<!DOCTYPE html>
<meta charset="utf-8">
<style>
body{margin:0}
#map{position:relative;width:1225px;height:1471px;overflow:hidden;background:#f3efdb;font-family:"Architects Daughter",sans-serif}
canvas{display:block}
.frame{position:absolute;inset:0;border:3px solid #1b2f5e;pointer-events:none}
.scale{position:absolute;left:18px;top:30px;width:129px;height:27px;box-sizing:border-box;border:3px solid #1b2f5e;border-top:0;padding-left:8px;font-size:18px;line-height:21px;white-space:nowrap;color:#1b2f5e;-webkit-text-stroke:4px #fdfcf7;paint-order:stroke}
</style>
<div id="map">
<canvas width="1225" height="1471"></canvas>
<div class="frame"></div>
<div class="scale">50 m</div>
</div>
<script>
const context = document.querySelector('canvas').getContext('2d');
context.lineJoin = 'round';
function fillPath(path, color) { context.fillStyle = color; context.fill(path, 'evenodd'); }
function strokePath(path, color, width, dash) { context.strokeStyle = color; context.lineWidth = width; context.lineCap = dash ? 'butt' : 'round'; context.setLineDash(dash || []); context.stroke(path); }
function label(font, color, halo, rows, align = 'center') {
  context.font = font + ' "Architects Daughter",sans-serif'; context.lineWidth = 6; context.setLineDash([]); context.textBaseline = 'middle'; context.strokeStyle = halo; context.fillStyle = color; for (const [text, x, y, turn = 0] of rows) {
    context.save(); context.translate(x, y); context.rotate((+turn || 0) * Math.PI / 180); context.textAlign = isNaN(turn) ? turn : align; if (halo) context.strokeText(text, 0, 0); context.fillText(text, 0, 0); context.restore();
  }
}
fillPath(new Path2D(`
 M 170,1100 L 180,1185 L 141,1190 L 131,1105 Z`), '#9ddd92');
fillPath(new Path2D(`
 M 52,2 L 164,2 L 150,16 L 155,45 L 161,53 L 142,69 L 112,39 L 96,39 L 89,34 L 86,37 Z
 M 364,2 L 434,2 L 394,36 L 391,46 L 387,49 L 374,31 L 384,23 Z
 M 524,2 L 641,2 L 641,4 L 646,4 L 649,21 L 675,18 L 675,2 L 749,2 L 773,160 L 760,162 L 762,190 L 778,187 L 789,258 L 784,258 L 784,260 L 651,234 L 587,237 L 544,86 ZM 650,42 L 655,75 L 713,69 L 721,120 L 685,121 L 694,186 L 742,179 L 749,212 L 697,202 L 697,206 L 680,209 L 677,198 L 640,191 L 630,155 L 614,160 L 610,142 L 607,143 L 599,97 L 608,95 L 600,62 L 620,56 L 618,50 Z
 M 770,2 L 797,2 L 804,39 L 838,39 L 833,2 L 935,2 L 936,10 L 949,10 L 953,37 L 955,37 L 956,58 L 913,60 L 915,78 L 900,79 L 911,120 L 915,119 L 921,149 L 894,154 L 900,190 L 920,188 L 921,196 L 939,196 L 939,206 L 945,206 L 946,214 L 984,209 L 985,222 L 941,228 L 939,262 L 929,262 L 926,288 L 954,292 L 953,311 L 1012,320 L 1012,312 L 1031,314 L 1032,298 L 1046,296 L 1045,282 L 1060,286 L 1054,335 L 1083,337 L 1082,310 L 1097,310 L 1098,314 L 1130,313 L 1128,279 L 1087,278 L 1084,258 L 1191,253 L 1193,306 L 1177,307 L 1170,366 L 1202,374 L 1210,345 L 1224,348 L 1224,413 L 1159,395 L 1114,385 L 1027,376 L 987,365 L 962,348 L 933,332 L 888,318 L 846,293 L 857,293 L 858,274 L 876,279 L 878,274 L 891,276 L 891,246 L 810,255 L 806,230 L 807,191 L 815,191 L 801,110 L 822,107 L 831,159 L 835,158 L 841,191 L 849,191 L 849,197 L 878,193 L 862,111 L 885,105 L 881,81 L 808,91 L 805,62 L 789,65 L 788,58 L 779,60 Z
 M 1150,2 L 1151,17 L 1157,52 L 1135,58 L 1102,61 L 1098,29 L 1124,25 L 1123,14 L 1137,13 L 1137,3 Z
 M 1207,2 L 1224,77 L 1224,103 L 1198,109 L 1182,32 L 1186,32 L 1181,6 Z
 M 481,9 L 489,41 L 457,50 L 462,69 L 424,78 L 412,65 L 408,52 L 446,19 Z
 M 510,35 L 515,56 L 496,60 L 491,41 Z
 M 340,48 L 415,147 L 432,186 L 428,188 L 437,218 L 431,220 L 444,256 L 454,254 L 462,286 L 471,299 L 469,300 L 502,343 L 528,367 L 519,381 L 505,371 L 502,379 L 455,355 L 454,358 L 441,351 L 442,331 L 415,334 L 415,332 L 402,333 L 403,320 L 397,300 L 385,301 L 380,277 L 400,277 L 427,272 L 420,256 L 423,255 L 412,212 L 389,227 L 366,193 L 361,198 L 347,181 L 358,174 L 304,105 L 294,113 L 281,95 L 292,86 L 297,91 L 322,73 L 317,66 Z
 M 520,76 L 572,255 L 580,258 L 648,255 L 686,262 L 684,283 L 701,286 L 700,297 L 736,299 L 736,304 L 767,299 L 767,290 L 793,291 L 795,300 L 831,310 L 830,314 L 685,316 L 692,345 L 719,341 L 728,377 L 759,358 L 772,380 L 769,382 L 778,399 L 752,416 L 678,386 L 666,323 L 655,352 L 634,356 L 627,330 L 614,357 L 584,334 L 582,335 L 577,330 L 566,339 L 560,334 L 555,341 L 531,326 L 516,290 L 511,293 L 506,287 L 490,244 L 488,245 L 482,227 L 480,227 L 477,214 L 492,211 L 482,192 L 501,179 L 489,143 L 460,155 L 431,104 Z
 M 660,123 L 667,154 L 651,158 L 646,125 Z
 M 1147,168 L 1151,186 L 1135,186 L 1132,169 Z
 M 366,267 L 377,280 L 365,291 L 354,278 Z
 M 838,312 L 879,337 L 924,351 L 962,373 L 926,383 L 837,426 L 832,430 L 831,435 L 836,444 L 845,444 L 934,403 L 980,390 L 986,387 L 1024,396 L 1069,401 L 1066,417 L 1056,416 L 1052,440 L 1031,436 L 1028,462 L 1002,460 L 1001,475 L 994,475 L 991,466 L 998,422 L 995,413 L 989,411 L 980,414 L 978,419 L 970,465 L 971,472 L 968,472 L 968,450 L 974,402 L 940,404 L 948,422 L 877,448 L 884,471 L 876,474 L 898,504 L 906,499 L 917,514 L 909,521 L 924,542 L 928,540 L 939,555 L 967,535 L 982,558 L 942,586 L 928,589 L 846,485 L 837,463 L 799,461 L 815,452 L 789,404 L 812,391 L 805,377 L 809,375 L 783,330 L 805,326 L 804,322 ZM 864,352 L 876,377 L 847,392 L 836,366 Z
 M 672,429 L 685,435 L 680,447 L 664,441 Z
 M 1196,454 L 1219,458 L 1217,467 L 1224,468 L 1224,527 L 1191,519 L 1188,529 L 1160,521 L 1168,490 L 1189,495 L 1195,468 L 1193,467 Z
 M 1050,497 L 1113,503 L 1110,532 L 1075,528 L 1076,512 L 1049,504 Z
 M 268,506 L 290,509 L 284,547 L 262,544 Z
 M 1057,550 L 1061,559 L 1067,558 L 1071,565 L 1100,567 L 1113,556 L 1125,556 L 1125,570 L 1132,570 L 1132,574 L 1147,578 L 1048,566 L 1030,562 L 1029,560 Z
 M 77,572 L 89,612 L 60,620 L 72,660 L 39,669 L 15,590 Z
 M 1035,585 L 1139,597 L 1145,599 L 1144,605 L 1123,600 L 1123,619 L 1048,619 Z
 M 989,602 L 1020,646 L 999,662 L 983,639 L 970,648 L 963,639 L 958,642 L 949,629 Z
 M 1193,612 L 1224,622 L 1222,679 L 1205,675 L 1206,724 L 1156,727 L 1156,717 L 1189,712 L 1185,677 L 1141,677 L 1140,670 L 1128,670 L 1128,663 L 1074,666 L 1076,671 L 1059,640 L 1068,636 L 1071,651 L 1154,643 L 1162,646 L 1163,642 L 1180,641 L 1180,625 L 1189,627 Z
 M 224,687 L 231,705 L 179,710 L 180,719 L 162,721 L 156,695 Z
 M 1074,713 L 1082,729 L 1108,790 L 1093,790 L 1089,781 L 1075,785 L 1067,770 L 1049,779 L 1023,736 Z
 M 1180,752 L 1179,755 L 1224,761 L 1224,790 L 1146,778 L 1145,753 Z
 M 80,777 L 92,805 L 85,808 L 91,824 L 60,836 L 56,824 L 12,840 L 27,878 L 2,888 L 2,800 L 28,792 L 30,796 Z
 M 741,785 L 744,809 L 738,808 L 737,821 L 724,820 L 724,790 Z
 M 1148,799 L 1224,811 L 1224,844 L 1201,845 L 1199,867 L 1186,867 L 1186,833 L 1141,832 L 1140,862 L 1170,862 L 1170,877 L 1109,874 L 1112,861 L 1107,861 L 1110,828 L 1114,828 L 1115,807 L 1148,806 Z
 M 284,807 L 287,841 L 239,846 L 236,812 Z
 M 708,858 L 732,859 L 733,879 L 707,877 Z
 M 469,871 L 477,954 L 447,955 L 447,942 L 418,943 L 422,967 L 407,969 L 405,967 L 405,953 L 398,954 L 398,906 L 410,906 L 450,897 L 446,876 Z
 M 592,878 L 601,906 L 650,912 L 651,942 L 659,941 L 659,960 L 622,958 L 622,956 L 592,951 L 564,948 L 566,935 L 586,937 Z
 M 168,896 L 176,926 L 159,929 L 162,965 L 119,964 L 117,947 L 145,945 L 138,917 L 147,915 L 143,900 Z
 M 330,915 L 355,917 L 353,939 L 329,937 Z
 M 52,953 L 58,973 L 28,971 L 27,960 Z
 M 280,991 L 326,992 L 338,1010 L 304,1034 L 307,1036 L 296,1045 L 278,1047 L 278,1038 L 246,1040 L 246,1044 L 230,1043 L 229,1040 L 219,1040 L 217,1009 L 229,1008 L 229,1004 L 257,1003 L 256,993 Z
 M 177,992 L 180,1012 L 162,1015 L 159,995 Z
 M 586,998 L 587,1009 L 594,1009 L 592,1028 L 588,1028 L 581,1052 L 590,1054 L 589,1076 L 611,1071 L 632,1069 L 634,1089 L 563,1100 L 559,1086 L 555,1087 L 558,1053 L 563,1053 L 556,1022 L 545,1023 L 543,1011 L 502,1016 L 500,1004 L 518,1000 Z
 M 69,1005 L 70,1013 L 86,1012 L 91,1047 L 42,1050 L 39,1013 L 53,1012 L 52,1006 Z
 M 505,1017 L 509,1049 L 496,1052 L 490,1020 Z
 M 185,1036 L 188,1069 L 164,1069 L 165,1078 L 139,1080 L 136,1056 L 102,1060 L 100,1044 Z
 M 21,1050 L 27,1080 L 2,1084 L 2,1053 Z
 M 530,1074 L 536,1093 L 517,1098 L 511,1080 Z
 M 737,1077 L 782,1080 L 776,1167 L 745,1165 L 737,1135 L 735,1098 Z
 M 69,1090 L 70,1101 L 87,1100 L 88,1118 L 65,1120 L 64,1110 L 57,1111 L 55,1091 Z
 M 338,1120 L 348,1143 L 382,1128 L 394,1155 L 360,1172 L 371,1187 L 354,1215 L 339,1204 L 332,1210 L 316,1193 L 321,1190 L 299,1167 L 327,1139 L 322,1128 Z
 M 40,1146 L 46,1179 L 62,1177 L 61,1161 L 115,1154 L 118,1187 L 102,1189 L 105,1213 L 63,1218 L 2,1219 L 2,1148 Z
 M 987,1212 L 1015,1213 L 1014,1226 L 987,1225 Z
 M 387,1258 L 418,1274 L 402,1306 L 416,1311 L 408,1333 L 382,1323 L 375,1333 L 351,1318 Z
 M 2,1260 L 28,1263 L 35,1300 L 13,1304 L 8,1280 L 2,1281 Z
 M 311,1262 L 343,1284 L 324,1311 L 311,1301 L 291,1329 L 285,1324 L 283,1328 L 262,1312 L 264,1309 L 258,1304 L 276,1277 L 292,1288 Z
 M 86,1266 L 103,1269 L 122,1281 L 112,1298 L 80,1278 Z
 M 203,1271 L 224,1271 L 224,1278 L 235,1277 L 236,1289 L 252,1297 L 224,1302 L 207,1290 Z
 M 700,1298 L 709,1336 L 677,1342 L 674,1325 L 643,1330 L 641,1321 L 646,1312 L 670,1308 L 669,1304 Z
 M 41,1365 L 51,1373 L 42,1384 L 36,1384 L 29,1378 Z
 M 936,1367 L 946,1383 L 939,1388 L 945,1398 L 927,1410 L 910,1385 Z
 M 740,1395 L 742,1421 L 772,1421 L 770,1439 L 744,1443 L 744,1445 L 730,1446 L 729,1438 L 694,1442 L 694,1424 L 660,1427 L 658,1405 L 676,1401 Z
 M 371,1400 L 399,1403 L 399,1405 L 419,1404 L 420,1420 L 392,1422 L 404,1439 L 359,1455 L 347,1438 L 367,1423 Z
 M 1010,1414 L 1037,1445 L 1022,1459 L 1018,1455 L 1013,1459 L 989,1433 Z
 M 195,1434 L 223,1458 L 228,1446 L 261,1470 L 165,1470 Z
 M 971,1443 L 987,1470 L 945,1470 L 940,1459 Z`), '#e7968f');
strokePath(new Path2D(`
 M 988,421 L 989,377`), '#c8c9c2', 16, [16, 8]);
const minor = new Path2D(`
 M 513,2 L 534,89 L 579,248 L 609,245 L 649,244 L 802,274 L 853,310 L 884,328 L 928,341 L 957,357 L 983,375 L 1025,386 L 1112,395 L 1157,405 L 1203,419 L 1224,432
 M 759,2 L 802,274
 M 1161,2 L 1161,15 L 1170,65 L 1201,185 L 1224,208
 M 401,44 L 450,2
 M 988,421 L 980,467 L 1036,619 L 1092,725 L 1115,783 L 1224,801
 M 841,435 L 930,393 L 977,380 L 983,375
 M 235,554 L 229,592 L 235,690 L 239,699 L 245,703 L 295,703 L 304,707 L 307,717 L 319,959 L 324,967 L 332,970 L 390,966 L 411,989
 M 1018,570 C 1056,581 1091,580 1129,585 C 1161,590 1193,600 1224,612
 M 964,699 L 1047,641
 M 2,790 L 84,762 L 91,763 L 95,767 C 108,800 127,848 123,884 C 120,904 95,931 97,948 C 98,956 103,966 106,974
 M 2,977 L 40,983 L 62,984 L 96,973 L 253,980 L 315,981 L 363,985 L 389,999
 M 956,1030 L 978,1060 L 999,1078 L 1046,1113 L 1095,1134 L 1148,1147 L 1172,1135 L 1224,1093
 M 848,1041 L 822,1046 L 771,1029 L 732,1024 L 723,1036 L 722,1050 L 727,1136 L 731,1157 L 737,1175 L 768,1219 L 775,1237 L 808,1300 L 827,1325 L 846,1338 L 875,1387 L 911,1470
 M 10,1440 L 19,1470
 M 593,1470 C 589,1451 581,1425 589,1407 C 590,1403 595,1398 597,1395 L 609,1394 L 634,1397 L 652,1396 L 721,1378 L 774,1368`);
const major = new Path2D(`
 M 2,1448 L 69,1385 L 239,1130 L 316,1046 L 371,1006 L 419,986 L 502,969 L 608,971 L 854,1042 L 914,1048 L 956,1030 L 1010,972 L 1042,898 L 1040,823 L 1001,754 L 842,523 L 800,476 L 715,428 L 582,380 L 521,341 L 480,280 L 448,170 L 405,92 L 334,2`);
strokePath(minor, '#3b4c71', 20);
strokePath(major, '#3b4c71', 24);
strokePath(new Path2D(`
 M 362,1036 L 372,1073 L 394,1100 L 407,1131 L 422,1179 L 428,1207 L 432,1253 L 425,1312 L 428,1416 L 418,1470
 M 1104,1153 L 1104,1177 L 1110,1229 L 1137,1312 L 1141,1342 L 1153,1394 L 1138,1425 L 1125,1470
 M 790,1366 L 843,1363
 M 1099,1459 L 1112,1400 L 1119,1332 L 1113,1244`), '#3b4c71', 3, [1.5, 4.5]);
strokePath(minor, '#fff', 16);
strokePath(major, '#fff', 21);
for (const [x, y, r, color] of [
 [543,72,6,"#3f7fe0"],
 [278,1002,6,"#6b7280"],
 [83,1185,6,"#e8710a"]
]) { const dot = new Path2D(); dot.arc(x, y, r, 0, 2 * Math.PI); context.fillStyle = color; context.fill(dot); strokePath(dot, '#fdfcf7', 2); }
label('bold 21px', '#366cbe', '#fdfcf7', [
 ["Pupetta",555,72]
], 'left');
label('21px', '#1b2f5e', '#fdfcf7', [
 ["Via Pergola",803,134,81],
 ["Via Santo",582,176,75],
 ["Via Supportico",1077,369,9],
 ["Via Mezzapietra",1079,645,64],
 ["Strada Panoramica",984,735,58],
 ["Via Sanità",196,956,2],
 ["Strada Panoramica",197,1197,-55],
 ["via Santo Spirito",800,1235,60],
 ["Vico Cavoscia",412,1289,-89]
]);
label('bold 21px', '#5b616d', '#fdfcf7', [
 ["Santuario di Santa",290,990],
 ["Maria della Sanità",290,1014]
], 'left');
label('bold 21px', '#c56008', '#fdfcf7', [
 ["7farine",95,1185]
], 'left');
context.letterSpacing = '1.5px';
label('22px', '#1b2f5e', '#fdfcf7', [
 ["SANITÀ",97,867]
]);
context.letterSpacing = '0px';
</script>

-------

= Work item =
Where in the listing does the string "bold" appear? Copy every line that has it.

= Output of the task =
label('bold 21px', '#366cbe', '#fdfcf7', [
label('bold 21px', '#5b616d', '#fdfcf7', [
label('bold 21px', '#c56008', '#fdfcf7', [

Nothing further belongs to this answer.